182
Zwar folgt aus der Geringwertigkeit der gestohlenen Sache nicht zwingend eine Unverhältnismäßigkeit der Verhängung einer Freiheitsstrafe,[552] jedoch ist es unzulässig eine über die Mindeststrafe von einem Monat hinausgehende Strafe zu verhängen,[553] wenn der Wert der Beute unter einem Drittel der Geringwertigkeitsgrenze liegt.
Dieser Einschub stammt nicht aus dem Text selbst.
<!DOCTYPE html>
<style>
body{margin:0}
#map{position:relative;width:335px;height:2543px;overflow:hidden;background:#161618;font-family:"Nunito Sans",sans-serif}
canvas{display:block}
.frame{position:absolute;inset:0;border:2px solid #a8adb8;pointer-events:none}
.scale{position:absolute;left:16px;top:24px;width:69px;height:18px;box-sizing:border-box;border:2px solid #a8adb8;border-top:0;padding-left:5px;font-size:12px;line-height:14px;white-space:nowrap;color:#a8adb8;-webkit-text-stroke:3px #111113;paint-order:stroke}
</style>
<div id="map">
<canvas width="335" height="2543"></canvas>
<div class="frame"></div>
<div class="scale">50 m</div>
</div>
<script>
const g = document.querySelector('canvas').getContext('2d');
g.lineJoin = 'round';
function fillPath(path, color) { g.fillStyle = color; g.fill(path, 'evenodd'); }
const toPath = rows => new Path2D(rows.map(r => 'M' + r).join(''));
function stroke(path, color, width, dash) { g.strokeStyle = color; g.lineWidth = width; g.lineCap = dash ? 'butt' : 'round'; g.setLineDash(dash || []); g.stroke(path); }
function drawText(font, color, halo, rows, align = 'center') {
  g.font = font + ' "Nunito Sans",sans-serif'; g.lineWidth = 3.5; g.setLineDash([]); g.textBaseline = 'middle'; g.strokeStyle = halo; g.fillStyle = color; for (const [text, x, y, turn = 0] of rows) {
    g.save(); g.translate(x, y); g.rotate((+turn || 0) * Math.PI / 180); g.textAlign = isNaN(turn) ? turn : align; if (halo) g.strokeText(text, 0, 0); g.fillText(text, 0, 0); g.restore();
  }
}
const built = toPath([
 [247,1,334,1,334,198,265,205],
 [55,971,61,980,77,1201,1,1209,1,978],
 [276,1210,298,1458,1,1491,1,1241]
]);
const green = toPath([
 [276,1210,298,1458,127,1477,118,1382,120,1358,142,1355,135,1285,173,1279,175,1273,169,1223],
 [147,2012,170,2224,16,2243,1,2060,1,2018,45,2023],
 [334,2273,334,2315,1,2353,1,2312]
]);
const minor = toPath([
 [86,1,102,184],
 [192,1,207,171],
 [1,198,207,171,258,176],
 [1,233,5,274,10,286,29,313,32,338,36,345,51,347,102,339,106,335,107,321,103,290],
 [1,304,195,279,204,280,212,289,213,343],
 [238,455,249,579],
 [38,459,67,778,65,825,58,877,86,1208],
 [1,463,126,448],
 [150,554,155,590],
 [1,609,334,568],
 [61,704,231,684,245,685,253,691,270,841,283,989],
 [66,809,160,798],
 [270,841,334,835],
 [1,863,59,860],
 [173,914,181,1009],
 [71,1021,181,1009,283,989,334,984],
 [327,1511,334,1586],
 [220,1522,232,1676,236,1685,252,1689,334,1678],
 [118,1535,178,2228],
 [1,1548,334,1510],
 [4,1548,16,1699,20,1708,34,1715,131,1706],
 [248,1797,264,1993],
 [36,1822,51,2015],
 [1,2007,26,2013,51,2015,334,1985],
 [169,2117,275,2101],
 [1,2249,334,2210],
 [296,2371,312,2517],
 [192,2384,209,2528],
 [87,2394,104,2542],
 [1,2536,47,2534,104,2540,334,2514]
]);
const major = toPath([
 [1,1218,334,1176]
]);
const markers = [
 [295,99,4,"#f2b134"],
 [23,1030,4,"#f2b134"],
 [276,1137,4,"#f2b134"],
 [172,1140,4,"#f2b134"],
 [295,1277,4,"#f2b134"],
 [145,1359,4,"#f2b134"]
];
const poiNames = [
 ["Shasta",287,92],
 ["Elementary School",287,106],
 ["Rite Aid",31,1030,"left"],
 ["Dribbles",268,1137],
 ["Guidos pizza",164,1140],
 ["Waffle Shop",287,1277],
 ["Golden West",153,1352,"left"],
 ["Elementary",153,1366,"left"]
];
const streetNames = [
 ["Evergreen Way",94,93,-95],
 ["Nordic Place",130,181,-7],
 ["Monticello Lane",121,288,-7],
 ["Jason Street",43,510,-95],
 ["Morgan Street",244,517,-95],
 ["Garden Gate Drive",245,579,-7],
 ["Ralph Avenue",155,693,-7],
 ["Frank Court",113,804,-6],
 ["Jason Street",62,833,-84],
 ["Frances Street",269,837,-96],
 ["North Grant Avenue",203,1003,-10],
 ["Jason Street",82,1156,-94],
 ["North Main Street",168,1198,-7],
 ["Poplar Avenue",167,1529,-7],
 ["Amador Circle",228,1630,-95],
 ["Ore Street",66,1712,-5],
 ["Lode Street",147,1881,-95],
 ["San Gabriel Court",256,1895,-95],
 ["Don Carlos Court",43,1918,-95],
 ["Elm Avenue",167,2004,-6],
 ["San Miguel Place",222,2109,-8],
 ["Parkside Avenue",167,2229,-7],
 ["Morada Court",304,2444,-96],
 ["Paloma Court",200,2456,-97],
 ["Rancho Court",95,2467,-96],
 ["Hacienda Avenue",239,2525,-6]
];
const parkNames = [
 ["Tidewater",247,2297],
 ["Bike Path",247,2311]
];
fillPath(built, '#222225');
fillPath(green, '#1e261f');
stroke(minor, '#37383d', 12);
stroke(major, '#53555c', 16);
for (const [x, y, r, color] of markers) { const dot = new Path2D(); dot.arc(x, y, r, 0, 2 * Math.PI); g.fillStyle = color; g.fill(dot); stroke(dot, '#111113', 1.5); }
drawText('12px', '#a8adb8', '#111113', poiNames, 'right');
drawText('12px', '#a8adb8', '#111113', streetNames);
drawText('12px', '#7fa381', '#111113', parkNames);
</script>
Auch wird keine Regelvermutung hinsichtlich der charakterlichen Unzuverlässigkeit i.S.v. § 69 Abs. 2 StGB allein dadurch begründet, dass beim Diebstahl ein KfZ benutzt wurde.[554]
183
Im Ergebnis ist also zu sagen, dass die Praxis unter weitgehendem Verzicht auf vollzogene Freiheitsstrafen und weitgehender Vermeidung gerichtlicher Verfahren, entweder mittels Einstellung von Verfahrengegen Unbekannt gemäß § 170 Abs. 2 StPO oder wegen Geringfügigkeit gemäß § 153 StPO den Diebstahl ähnlich wie eine Ordnungswidrigkeit behandelt.[555] Im Falle einer Opportunitätseinstellung nach den §§ 153 ff. StPO besteht auch keine Möglichkeit eines Klageerzwingungsverfahrens nach § 172 StPO, denn dieses ist nur bei einer Einstellung nach § 170 Abs. 2 StPO möglich, weshalb auch der Antrag auf gerichtliche Entscheidung nach § 172 Abs. 2 S. 3 StPO unzulässig ist.
184
Die Regelbeispiele sind nach Auffassung der Rechtsprechung grundsätzlich nicht Teil des Tenors (auch wenn der BGH keinen Rechtsverstoß in der Aufnahme sehen würde[556]),[557] während in der Literatur die Aufnahme aus Klarstellungsgründen verlangt wird.[558] Ein rechtlicher Hinweis nach § 265 StPO ist nur dann erforderlich, wenn sich erst im Laufe der Hauptverhandlung herausstellt, dass ein Regelbeispiel erfüllt sein könnte und der Angeklagte bzw. sein Verteidiger hierauf nicht vorbereitet waren.[559] Ebenso wird von einer Hinweispflicht ausgegangen, wenn sich nicht ohne Weiteres aus dem äußeren Sachverhalt ergibt, dass ein Regelbeispiel erfüllt ist. Umgekehrt besteht aber dann keine Hinweispflicht, wenn das Gericht einen unbenannten besonders schweren Fall annimmt.[560]
185
Der Gesetzgeber sieht insbesondere beim Bandendiebstahl eine Nähe zur organisierten Kriminalität. Um gegen diese vorzugehen sind für § 244 Abs. 1 Nr. 2 StGB besonders weitgehende Ermittlungsmöglichkeiten gegeben wie z.B. die Rasterfahndung nach § 98a Abs. 1 Nr. 6 StPO, die Telefonüberwachung nach § 100a Abs. 2 Nr. 1j StPO, der sog. „große Lauschangriff“ nach § 100c Abs. 1 Nr. 1 i.V.m. 100b Abs. 2 Nr. 1h StPO und der Einsatz von verdeckten Ermittlern nach § 110a Abs. 1 Nr. 4 StPO.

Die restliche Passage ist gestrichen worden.